WHAT YOU WILL DO:
Report back the lines in this listing that carry the string "compass".

BEGIN

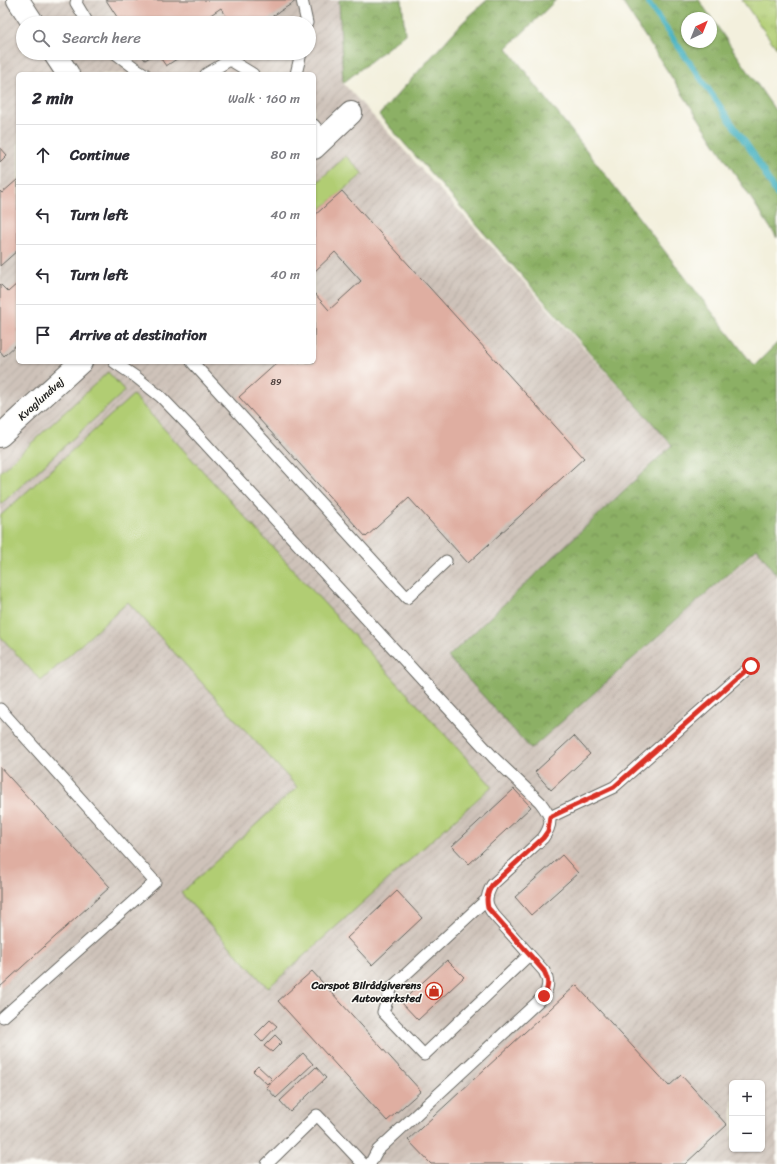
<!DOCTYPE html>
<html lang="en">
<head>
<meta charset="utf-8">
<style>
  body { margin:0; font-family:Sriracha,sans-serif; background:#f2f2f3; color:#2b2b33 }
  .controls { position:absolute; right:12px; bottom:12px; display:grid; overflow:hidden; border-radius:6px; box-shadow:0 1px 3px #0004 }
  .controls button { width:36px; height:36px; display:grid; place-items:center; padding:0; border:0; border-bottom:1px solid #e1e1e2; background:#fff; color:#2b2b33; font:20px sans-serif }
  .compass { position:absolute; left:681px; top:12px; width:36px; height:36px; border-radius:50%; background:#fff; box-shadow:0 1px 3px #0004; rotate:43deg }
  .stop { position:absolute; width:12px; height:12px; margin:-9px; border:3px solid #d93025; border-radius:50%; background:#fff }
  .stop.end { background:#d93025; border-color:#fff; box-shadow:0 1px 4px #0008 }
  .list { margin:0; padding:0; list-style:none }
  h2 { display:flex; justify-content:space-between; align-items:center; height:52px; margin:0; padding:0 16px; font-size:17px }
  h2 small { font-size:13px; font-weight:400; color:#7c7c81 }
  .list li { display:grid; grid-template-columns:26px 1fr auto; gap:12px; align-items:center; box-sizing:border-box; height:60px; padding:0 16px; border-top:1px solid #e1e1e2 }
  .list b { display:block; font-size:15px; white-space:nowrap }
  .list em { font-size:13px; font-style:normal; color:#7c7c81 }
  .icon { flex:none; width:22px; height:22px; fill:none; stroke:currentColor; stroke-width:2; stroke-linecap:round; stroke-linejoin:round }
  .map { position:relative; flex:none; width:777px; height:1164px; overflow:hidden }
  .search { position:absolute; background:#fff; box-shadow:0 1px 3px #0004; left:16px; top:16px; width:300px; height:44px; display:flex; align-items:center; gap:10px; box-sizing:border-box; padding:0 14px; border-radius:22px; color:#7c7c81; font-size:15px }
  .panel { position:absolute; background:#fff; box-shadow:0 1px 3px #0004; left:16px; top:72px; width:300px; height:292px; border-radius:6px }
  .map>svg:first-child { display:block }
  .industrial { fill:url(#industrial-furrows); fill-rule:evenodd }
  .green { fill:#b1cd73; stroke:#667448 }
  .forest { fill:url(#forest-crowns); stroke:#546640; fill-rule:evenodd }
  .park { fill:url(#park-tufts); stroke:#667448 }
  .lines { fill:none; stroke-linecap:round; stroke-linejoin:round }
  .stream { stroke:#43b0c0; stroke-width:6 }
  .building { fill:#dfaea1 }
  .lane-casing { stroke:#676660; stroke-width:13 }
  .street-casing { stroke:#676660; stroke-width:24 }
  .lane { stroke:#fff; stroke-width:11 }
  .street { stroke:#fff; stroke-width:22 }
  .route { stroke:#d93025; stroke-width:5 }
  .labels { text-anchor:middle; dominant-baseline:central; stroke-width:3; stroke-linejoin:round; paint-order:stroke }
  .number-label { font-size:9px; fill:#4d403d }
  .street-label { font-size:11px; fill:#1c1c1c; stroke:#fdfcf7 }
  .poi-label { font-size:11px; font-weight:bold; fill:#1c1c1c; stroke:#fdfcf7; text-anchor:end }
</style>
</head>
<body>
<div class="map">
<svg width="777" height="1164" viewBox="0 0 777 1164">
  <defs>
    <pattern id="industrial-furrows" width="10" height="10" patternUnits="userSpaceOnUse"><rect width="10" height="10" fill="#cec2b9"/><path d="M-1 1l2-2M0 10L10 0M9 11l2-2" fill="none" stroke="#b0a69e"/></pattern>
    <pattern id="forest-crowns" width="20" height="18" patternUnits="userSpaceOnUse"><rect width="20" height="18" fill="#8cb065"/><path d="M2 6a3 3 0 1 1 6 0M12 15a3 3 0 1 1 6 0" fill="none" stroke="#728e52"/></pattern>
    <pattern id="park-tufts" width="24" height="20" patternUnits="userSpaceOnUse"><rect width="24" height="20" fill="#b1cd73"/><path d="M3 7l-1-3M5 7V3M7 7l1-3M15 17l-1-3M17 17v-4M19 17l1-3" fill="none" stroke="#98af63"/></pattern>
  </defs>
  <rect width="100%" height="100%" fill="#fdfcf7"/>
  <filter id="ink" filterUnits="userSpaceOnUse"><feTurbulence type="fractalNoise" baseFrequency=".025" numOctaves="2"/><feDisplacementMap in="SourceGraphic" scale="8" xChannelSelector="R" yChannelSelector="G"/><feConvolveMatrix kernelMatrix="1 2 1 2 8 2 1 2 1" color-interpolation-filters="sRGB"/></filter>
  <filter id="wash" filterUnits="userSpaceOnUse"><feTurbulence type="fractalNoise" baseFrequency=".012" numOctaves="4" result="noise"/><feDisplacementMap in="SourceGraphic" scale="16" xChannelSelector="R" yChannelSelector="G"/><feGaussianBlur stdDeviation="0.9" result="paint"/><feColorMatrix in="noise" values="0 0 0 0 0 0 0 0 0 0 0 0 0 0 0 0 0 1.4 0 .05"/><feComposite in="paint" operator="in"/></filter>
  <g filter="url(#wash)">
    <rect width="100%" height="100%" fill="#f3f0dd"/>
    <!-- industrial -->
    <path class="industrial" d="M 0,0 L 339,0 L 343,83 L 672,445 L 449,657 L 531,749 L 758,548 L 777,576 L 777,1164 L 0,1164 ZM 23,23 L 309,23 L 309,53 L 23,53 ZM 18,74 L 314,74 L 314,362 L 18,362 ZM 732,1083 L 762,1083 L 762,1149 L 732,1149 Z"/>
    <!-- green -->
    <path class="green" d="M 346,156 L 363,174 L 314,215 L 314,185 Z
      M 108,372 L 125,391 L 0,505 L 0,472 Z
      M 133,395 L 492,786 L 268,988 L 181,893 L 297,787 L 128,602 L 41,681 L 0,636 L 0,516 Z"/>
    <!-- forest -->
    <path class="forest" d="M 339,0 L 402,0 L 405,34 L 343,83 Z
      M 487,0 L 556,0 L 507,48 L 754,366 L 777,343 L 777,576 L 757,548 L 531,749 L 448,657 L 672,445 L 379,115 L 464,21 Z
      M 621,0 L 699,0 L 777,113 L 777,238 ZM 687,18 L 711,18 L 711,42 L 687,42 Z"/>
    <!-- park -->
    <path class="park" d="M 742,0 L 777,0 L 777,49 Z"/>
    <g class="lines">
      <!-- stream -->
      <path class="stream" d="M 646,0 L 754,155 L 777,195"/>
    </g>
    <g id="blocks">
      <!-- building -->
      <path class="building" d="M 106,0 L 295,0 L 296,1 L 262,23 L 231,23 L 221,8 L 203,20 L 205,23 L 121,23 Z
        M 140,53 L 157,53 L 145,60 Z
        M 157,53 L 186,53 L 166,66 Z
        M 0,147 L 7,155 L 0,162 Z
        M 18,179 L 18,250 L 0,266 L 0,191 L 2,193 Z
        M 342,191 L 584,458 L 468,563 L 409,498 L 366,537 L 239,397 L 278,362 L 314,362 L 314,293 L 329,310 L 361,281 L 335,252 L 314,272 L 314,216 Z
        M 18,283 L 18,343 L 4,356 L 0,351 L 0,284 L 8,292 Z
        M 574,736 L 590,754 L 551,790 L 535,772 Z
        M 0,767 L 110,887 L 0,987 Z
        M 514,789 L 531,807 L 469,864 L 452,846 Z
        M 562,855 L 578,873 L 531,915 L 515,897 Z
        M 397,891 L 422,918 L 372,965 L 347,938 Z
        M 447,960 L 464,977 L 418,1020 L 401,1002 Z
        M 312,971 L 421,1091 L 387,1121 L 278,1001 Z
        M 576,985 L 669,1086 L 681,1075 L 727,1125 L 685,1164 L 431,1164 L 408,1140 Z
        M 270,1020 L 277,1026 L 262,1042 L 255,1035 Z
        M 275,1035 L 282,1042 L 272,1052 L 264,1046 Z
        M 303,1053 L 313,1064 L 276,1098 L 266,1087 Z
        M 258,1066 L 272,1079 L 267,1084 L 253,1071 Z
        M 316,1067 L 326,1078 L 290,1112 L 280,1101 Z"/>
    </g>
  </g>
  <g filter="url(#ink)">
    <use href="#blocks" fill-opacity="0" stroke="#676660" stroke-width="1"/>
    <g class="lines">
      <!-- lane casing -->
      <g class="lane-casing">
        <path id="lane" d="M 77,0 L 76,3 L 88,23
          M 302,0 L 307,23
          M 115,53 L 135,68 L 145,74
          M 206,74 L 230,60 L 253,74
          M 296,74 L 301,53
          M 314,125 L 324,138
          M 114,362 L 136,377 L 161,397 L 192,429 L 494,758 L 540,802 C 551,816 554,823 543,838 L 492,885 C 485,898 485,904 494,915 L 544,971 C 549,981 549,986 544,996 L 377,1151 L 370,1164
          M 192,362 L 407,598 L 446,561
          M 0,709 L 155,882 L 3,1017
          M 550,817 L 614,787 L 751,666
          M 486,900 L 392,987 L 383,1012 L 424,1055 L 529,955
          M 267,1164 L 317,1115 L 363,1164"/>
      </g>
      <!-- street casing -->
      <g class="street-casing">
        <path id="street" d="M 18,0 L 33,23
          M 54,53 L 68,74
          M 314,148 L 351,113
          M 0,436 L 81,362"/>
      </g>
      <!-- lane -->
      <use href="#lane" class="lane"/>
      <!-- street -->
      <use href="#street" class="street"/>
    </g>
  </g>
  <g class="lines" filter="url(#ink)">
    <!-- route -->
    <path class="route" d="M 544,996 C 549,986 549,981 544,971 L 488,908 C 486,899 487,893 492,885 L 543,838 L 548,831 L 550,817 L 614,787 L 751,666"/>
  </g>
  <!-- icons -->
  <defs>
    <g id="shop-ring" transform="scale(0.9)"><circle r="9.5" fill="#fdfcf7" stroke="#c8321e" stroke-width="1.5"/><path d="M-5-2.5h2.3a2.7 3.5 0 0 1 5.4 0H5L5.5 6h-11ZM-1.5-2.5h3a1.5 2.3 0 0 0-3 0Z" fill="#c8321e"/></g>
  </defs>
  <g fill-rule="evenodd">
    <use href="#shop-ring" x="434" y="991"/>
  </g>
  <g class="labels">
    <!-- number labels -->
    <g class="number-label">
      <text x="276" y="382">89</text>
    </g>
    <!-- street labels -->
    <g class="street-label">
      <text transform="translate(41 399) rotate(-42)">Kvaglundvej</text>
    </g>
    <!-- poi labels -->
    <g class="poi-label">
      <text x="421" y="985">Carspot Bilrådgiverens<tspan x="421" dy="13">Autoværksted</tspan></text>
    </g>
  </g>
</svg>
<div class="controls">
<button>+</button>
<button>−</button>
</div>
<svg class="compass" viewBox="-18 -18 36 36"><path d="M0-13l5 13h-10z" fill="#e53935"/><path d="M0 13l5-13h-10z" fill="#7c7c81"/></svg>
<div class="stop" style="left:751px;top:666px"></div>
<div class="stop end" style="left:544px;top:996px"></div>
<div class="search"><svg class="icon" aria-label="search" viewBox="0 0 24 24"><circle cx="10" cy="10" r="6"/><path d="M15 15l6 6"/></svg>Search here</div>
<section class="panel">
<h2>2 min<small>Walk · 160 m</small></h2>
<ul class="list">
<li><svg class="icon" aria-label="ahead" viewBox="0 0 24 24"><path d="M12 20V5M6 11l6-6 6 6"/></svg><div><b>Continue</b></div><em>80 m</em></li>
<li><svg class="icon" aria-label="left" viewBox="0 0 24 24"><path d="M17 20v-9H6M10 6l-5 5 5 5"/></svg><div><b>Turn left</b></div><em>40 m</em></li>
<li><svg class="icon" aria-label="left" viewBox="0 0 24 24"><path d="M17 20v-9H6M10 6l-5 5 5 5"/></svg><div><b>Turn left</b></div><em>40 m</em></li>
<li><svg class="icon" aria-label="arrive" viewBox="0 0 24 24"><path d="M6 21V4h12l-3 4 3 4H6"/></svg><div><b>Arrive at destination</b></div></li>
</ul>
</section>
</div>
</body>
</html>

END

ANSWER SECTION:
  .compass { position:absolute; left:681px; top:12px; width:36px; height:36px; border-radius:50%; background:#fff; box-shadow:0 1px 3px #0004; rotate:43deg }
<svg class="compass" viewBox="-18 -18 36 36"><path d="M0-13l5 13h-10z" fill="#e53935"/><path d="M0 13l5-13h-10z" fill="#7c7c81"/></svg>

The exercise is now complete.